Moving to Flanders
Flanders is a region of Belgium, it is located to the north of it. Many expatriates decide to settle there mainly for its tax advantages, but also its quality of life at a low price. In addition, the location of Flanders makes a lot of sense, especially if you have to travel to the UK regularly, for work or otherwise, as the proximity between the two is minimal. As a result, many English employees chose to live there.
The capital of Flanders is Brussels. But not that, you must surely already know that it is also the capital of Europe. The latter has more than 182 nationalities, making it one of the most diverse cities in the world. It’s also a good clue to the atmosphere and vibe of the city, as it is to the tastes of many foreigners who sometimes have absolutely nothing in common.
Why live in Flanders?
What do expatriate destinations in Flanders have in common? They offer a high quality of life at a relatively low price. Brussels, the capital of Flanders, is a case in point. The multicultural hotspot ranks 27th in the world for quality of life, but only ranks 67th in the list of most expensive cities.
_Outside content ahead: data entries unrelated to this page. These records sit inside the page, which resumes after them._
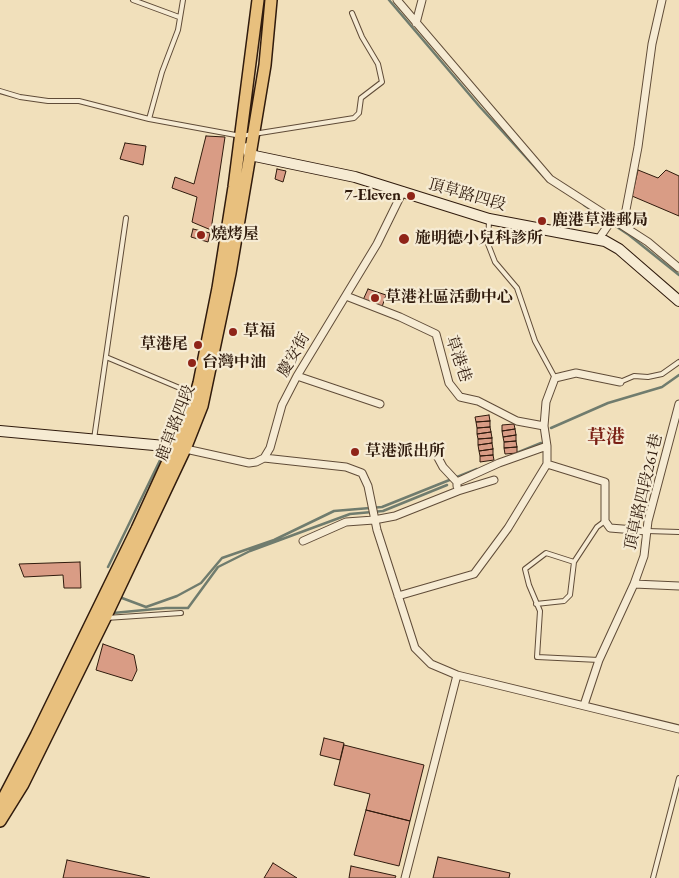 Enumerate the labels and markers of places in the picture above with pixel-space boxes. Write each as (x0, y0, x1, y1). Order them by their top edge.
place label: 7-Eleven (344, 186, 401, 206)
marker: 7-Eleven (405, 190, 417, 202)
place label: 鹿港草港郵局 (552, 211, 648, 231)
marker: 鹿港草港郵局 (536, 215, 548, 227)
place label: 燒烤屋 (211, 225, 259, 245)
marker: 燒烤屋 (195, 229, 207, 241)
place label: 施明德小兒科診所 (415, 229, 543, 249)
marker: 施明德小兒科診所 (397, 232, 411, 246)
place label: 草港社區活動中心 (385, 288, 513, 308)
marker: 草港社區活動中心 (369, 292, 381, 304)
place label: 草福 (243, 322, 275, 342)
marker: 草福 (227, 326, 239, 338)
place label: 草港尾 (140, 335, 188, 355)
marker: 草港尾 (192, 339, 204, 351)
place label: 台灣中油 (202, 353, 266, 373)
marker: 台灣中油 (186, 357, 198, 369)
place label: 草港派出所 (365, 442, 445, 462)
marker: 草港派出所 (349, 446, 361, 458) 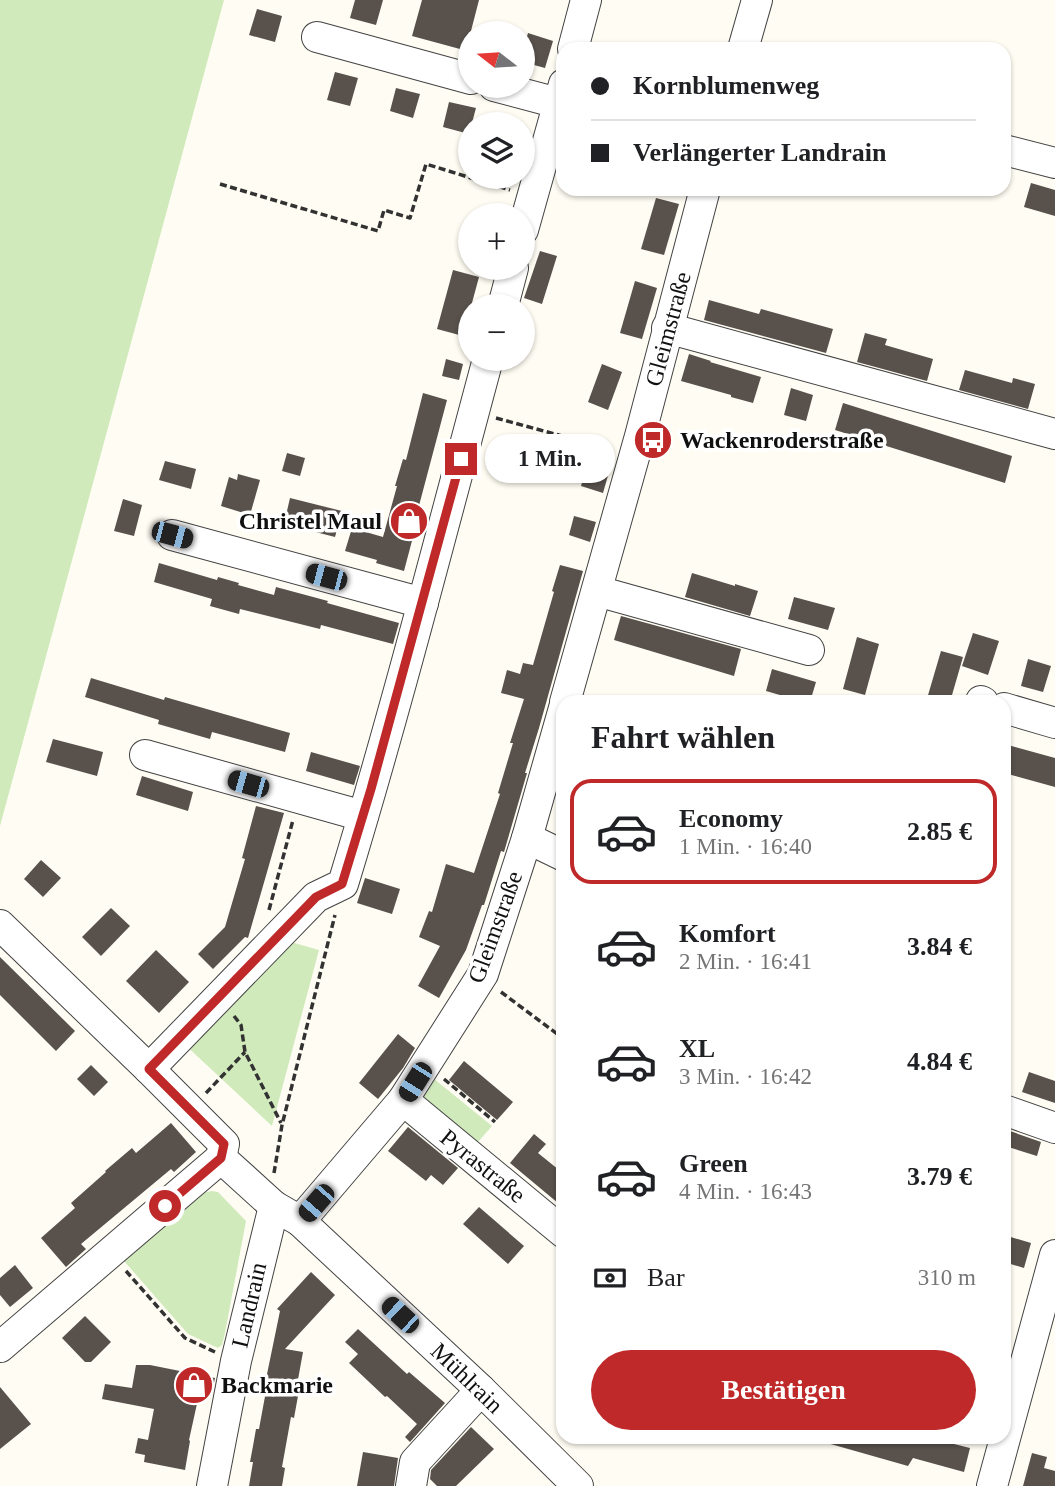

What are the tax advantages in Flanders?
In Flanders, expatriate employees, researchers, managers and managers temporarily seconded to the region can benefit from a whole range of tax benefits. The tax-free expatriate allowance is a simple example. It covers the additional costs of living and housing in Flanders.
Another benefit is unlimited tax reimbursement for expenses, such as installation, moving and education costs. In addition, foreign executives who are temporarily assigned to Flanders (generally executives or highly specialized profiles) can benefit from a special tax regime.
Medical care and education
With up to 75% of healthcare costs reimbursed in Flanders, healthcare is not just great, it is also affordable. The same attributes apply to the region’s education system. In addition, you will discover many top international schools in Flanders, including several very reputable UK schools.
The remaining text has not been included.